Scalable Joint Optimization of Placement and Parallelism of Data Stream Processing Applications on Cloud-Edge Infrastructure
Published in ICSOC 2020, 2020
Recommended citation: de Souza, Felipe Rodrigo; da Silva Veith, Alexandre; de Assunção, Marcos Dias; Caron, Eddy
The Internet of Things has enabled many application scenarios where a large number of connected devices generate unbounded streams of data, often processed by data stream processing frameworks deployed in the cloud. Edge computing enables offloading processing from the cloud and placing it close to where the data is generated, whereby reducing both the time to process data events and deployment costs. However, edge resources are more computationally constrained than their cloud counterparts. This gives rise to two interrelated issues, namely deciding on the parallelism of processing tasks (a.k.a. operators) and their mapping onto available resources.
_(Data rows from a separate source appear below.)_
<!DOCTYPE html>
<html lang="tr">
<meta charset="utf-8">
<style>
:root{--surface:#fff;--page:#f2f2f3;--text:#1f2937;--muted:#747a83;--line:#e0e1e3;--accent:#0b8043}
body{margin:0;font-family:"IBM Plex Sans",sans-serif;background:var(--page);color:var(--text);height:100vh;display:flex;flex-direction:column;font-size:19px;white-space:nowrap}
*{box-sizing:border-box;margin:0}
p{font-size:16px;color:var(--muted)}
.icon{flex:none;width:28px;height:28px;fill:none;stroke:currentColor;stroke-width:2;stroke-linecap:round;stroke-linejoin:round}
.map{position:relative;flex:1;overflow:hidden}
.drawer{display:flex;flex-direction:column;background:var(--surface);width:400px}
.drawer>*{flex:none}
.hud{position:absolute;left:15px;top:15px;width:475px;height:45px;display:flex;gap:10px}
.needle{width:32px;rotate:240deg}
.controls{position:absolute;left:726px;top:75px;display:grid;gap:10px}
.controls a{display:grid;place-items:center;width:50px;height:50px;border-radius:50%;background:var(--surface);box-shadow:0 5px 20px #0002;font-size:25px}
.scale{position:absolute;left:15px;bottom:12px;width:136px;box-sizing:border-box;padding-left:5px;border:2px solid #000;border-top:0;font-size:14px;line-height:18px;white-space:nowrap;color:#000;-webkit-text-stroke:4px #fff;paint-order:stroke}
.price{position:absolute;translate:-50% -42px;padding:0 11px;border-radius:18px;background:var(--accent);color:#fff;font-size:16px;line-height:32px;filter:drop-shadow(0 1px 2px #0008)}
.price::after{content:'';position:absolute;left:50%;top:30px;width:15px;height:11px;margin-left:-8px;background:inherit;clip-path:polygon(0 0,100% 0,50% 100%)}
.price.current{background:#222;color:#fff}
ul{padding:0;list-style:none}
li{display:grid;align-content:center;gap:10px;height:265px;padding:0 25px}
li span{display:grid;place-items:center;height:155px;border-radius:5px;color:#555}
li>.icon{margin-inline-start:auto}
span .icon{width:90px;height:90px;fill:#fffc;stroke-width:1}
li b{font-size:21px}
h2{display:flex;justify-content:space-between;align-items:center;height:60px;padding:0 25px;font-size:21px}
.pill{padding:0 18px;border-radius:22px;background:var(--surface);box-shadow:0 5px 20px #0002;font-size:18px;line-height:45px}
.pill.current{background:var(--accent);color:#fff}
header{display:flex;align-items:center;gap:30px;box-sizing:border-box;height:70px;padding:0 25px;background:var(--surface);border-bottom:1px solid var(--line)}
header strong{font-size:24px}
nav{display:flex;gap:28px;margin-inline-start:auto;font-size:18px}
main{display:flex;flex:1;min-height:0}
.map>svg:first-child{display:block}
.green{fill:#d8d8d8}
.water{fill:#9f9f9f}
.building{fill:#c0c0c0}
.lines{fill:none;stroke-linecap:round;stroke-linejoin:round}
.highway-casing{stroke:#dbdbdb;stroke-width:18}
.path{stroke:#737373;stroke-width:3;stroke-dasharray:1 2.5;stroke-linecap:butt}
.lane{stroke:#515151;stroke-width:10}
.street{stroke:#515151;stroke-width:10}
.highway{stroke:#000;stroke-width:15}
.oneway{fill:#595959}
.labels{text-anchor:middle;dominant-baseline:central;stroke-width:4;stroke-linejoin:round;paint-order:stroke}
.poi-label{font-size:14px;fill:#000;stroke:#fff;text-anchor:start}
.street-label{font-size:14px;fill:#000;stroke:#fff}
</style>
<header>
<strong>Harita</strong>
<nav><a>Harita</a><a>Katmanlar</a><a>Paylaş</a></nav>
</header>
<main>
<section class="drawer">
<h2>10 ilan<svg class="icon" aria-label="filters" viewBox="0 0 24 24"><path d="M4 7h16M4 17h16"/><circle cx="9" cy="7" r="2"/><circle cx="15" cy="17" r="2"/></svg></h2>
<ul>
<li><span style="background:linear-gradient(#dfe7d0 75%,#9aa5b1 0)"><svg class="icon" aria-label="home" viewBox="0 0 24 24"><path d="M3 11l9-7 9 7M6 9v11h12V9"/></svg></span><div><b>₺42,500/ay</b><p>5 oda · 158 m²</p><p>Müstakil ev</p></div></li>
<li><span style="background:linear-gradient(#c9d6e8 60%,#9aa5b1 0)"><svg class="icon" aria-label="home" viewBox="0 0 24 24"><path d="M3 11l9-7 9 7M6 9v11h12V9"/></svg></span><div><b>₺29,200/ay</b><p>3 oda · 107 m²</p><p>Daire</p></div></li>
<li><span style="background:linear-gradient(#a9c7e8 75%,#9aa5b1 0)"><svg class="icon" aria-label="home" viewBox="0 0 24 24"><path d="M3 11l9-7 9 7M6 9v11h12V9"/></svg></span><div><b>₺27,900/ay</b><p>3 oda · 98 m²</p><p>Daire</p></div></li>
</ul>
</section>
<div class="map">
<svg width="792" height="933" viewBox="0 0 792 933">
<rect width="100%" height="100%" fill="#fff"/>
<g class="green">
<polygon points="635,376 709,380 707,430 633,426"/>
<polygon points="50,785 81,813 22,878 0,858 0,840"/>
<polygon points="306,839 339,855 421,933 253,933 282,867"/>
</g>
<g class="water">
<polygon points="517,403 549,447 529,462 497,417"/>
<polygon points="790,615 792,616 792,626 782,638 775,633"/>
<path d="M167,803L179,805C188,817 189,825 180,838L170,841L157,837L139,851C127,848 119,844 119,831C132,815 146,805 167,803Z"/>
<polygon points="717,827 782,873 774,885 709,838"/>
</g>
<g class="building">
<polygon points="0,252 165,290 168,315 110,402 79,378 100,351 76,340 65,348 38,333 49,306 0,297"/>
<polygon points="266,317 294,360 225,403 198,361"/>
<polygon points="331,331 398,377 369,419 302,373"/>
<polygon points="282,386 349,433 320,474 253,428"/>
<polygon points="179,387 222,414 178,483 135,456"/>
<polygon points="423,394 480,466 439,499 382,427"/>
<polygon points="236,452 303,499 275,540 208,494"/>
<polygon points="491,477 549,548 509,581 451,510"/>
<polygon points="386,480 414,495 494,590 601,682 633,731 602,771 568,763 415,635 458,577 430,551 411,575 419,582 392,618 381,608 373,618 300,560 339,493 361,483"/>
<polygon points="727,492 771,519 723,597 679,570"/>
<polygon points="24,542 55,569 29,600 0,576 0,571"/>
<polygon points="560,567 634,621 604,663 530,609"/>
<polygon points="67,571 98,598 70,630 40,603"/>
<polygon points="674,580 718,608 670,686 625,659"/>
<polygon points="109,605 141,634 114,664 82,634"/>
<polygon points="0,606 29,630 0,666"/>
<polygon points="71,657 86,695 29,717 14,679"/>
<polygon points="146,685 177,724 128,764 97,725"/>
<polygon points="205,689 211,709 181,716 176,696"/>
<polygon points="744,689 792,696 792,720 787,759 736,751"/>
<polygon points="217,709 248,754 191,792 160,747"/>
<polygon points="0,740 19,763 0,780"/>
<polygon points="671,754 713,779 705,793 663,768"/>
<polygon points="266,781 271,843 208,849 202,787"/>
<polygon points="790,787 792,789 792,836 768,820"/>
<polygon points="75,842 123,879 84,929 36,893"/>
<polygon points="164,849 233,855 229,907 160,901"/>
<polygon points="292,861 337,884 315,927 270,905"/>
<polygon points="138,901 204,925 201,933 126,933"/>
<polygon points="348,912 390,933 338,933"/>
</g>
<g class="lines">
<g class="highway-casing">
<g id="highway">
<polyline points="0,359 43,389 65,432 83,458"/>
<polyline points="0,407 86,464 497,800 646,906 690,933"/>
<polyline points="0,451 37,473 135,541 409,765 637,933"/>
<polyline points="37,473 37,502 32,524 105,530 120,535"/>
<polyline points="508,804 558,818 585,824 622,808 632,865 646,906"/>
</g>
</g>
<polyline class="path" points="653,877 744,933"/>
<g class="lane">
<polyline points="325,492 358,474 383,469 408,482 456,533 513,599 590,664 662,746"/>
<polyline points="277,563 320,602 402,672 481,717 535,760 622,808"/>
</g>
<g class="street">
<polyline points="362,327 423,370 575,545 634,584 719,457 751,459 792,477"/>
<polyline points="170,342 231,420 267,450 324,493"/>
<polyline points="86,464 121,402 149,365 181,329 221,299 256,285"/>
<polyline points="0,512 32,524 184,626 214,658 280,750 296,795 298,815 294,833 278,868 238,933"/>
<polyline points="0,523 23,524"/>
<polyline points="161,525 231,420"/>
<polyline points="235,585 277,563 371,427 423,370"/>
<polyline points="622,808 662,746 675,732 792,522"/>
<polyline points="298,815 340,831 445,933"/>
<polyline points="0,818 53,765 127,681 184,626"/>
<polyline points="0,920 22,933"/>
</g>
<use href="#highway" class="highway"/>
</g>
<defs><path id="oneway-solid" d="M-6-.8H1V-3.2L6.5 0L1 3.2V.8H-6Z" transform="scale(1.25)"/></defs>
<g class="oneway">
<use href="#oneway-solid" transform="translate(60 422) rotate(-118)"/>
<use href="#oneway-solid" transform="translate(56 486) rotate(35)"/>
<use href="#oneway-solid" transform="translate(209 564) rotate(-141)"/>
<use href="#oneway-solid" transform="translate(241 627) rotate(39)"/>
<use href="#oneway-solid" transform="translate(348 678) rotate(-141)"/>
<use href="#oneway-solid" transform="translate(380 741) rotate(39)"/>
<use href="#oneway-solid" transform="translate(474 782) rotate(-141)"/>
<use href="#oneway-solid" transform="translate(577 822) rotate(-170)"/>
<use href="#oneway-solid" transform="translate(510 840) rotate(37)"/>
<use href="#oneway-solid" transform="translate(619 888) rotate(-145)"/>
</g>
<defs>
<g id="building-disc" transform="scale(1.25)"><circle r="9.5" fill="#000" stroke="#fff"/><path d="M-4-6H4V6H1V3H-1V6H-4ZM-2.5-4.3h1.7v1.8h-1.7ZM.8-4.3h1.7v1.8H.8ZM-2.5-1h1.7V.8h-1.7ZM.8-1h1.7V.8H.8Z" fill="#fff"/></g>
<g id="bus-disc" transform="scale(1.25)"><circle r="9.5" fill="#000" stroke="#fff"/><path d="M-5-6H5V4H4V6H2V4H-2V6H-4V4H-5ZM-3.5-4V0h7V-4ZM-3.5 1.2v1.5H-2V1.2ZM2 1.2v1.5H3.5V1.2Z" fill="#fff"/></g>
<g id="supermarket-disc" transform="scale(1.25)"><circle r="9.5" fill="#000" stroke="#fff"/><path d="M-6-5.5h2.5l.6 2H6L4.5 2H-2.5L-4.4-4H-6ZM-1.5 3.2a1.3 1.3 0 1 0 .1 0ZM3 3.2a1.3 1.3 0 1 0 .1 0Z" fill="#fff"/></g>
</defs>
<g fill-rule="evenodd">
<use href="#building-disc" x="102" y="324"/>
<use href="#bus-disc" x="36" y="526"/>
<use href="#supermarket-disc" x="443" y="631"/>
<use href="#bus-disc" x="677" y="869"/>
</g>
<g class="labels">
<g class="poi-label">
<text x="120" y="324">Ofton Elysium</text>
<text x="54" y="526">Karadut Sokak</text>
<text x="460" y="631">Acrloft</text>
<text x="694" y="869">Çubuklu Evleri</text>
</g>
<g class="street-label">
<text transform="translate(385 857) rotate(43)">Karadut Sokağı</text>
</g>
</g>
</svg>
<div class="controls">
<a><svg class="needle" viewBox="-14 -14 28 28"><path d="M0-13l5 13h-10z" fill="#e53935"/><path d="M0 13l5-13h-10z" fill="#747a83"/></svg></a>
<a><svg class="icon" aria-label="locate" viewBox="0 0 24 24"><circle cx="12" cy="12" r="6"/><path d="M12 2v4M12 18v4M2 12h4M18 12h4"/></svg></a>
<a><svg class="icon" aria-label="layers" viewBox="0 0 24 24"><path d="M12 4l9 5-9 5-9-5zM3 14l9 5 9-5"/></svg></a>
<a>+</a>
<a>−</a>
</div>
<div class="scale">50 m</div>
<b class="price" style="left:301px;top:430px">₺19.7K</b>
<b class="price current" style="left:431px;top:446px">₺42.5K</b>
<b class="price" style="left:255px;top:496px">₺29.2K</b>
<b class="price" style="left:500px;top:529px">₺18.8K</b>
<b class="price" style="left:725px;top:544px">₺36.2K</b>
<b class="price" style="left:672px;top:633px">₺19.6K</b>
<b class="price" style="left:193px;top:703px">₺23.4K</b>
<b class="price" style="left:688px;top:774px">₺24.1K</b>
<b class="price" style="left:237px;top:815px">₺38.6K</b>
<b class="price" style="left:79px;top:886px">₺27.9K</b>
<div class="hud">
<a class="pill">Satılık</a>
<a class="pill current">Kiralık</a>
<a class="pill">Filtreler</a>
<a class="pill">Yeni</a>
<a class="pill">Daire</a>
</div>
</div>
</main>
In this work, we formulate the scenario of operator placement and parallelism as an optimal mixed integer linear programming problem. To overcome the issue of scalability with the optimal model, we devise a resource selection technique that reduces the number of resources evaluated during placement and parallelization decisions. Experimental results using discrete-event simulation demonstrate that the proposed model coupled with the resource selection technique is 94% faster than solving the optimal model alone, and it produces solutions that are only 12% worse than the optimal, yet it performs better than state-of-the-art approaches.